Back in May, North Florida Democratic Rep. Gwen Graham joined more than 120 colleagues in the House, calling for Speaker Paul Ryan to hold a vote on President Obama’s $1.9 billion emergency appropriations request to fight the spread of Zika. Three months later, she was at it again, this time accompanied by officials with Planned Parenthood Votes, a super PAC aligned with Planned Parenthood.
“This is not the time to be playing partisan politics,” Graham said in a conference call held Thursday. “This is a time for us to do our job, and bring a clean bill forward so we can find additional resources.”
In late June, Senate Democrats rejected a request for $1.1 billion in Zika funding because of what they said were “poison pills” inserted in the measure. Specifically, they opposed a provision easing Environmental Protection Agency regulations, as well as a measure that would have prevented funding for Planned Parenthood. Instead it would go to other community health centers.
Graham said she recently — and reluctantly — requested that the Department of Health & Human Services divert funds from other vaccine production activities so that they could fund more Zika research.
While Graham, a noted centrist, didn’t criticize any Republicans in her remarks, that was not the case with Dawn Laguens, head of Planned Parenthood Votes.
“The Centers for Disease Control says that family planning is the primary strategy for reducing Zika-related pregnancy complications, yet instead of centering on women’s health, Marco Rubio and the Republican leadership have worked to gut family planning and women’s health care for years, including efforts to destroy the frontline providers like a Planned Parenthood, that are needed to do this work today,” Laguens said, adding that Rick Scott has been leading a “crusade” against women’s access to health care since the day he entered office.
“These politicians have worse than no plan. Their plans are making things worse,” Laguens added. “You cannot have a Zika strategy that focuses on mosquitoes, but not women and families.”
The Zika virus can be transmitted through a mosquito bite or from sexual contact with an infected person of either gender.
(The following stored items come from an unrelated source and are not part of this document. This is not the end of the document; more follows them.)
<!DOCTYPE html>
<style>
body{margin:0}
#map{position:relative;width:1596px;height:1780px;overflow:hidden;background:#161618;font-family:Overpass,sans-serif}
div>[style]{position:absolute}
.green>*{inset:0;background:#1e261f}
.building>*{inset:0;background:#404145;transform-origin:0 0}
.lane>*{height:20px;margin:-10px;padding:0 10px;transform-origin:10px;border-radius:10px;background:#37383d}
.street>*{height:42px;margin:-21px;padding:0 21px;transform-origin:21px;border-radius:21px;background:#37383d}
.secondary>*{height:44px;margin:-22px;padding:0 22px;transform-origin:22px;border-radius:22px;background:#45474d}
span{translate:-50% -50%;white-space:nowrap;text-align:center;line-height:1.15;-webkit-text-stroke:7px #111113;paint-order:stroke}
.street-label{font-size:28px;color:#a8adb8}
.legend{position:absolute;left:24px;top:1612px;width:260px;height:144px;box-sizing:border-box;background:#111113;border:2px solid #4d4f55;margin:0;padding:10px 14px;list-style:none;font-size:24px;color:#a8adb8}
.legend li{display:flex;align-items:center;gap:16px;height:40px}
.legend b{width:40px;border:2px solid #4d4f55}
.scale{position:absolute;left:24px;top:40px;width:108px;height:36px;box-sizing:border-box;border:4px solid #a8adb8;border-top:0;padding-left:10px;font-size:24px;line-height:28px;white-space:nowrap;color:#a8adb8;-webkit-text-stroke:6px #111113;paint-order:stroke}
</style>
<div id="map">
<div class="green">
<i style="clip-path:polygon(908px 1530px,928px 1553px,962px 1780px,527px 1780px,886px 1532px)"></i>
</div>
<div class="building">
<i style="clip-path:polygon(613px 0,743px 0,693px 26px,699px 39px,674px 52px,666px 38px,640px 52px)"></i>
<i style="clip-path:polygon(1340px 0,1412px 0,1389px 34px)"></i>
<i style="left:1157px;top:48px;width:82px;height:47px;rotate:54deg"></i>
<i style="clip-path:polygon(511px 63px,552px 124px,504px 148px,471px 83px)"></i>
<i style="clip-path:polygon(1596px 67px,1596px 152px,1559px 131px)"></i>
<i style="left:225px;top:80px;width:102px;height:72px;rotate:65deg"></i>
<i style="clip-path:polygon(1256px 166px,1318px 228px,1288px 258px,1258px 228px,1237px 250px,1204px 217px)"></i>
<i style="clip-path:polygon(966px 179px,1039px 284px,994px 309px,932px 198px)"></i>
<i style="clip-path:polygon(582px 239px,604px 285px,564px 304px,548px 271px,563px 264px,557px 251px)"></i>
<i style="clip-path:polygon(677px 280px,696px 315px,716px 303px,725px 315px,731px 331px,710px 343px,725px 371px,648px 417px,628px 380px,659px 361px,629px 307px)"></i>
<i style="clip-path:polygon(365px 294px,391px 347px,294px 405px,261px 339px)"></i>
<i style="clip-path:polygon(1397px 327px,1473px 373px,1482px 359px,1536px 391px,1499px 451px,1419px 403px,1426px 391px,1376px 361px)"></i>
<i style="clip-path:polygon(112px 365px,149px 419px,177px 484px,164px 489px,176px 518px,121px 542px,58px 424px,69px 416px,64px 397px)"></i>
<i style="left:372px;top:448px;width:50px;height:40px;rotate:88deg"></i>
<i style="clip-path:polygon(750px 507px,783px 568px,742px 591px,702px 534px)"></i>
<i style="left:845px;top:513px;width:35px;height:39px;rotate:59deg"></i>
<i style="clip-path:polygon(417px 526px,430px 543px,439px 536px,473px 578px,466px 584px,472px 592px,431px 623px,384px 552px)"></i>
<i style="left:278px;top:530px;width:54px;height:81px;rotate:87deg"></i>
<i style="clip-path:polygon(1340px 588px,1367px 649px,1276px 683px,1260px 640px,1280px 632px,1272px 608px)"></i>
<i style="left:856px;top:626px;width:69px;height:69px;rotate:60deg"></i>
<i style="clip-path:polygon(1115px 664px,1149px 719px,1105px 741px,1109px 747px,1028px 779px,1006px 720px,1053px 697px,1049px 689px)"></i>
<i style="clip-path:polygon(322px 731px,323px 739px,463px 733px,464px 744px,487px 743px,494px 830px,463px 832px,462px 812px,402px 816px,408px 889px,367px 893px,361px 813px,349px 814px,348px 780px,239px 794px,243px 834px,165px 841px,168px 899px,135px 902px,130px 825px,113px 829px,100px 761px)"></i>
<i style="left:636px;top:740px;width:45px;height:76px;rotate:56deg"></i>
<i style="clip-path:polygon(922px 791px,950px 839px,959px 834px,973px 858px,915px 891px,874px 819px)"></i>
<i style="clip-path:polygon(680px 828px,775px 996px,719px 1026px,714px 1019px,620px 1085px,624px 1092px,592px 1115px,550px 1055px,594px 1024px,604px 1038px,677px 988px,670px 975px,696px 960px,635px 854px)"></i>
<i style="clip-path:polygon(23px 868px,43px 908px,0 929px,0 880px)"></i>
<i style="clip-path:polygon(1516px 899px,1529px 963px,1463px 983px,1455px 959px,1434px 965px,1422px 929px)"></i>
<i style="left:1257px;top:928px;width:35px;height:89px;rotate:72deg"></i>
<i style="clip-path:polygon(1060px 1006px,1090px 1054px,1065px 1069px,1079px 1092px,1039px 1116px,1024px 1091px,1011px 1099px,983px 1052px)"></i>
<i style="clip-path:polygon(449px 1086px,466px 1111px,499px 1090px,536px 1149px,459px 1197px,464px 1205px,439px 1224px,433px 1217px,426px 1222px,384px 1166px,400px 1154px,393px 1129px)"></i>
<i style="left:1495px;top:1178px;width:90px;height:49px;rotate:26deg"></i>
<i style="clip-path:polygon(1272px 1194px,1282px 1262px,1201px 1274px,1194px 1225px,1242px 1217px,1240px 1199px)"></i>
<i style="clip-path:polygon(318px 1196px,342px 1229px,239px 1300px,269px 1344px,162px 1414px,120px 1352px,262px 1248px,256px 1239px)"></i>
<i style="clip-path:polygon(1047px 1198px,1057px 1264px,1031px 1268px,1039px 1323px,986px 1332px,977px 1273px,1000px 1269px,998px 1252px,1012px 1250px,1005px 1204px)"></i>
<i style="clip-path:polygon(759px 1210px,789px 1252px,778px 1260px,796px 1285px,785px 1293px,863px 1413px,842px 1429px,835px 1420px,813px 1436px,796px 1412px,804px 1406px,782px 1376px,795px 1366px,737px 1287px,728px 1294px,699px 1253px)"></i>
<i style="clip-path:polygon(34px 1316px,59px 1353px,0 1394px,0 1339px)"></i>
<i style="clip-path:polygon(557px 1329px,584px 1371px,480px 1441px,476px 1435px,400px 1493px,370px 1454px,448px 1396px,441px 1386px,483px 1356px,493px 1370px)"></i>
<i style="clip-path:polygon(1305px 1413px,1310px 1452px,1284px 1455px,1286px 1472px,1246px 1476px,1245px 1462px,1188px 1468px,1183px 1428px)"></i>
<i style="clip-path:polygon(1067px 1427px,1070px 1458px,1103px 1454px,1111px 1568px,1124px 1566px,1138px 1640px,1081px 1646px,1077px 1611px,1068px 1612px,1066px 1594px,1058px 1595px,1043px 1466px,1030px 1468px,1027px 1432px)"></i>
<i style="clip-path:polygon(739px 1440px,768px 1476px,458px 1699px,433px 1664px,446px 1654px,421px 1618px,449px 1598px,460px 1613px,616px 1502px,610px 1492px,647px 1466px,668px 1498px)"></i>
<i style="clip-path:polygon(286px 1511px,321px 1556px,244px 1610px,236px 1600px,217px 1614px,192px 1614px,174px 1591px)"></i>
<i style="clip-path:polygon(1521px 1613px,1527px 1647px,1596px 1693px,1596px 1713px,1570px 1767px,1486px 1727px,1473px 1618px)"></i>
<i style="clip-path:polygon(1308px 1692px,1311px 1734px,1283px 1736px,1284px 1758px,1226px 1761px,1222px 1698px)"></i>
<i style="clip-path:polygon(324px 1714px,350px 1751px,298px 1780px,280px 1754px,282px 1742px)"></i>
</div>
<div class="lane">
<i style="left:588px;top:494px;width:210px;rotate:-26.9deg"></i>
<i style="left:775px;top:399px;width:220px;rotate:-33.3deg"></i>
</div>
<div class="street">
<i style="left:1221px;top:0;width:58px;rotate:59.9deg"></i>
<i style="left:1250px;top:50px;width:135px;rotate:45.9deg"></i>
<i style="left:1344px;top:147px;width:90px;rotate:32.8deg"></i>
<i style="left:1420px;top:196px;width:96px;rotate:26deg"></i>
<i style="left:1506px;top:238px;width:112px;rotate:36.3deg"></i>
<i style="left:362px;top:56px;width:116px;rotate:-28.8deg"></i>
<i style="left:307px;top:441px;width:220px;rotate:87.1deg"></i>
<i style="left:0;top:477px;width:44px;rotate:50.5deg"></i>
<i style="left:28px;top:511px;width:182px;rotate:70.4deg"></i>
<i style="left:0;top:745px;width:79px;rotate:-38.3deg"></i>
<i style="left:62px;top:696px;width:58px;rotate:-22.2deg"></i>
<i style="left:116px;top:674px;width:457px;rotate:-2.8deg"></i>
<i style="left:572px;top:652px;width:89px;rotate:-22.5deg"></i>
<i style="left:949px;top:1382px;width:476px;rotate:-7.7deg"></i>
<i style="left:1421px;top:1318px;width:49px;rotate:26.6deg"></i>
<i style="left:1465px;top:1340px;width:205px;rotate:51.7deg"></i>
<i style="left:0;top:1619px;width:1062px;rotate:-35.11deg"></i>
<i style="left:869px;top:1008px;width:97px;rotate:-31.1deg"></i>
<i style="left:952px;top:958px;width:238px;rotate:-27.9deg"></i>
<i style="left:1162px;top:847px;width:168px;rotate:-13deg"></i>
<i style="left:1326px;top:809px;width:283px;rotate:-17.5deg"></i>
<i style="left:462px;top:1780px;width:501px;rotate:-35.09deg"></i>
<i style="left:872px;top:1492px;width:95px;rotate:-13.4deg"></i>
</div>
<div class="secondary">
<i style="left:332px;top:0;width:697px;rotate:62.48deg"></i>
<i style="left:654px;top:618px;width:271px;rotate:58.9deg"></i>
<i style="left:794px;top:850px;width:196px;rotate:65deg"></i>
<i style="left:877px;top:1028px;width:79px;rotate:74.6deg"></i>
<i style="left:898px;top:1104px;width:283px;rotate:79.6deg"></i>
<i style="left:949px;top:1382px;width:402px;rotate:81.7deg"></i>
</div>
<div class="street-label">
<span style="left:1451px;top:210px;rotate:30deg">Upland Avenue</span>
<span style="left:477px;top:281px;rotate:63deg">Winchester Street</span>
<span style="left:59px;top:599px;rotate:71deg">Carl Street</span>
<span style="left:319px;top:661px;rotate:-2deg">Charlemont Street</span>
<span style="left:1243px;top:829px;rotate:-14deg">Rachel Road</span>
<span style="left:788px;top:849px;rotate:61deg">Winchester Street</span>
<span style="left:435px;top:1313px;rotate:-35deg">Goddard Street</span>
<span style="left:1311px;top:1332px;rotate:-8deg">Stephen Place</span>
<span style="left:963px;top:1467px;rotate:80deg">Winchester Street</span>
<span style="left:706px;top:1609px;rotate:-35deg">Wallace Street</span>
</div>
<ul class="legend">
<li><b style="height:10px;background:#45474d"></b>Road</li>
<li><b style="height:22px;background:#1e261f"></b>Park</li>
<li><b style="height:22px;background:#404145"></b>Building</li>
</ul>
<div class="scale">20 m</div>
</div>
The virus can cause serious birth defects, including microcephaly, where babies are born with abnormally small heads and brains.
Earlier this month, Sen. Rubio said pregnant women who have contracted the Zika virus should not have access to abortions.
“We need to respect each women’s ability and right to make decisions about whether or not to have a child, and she needs to be able to make this decision in accordance with her own feelings, her family, those feelings of faith she may have, and with her doctor,” said Laguens. “But Marco Rubio, Rick Scott and Donald Trump have no place in that decision.”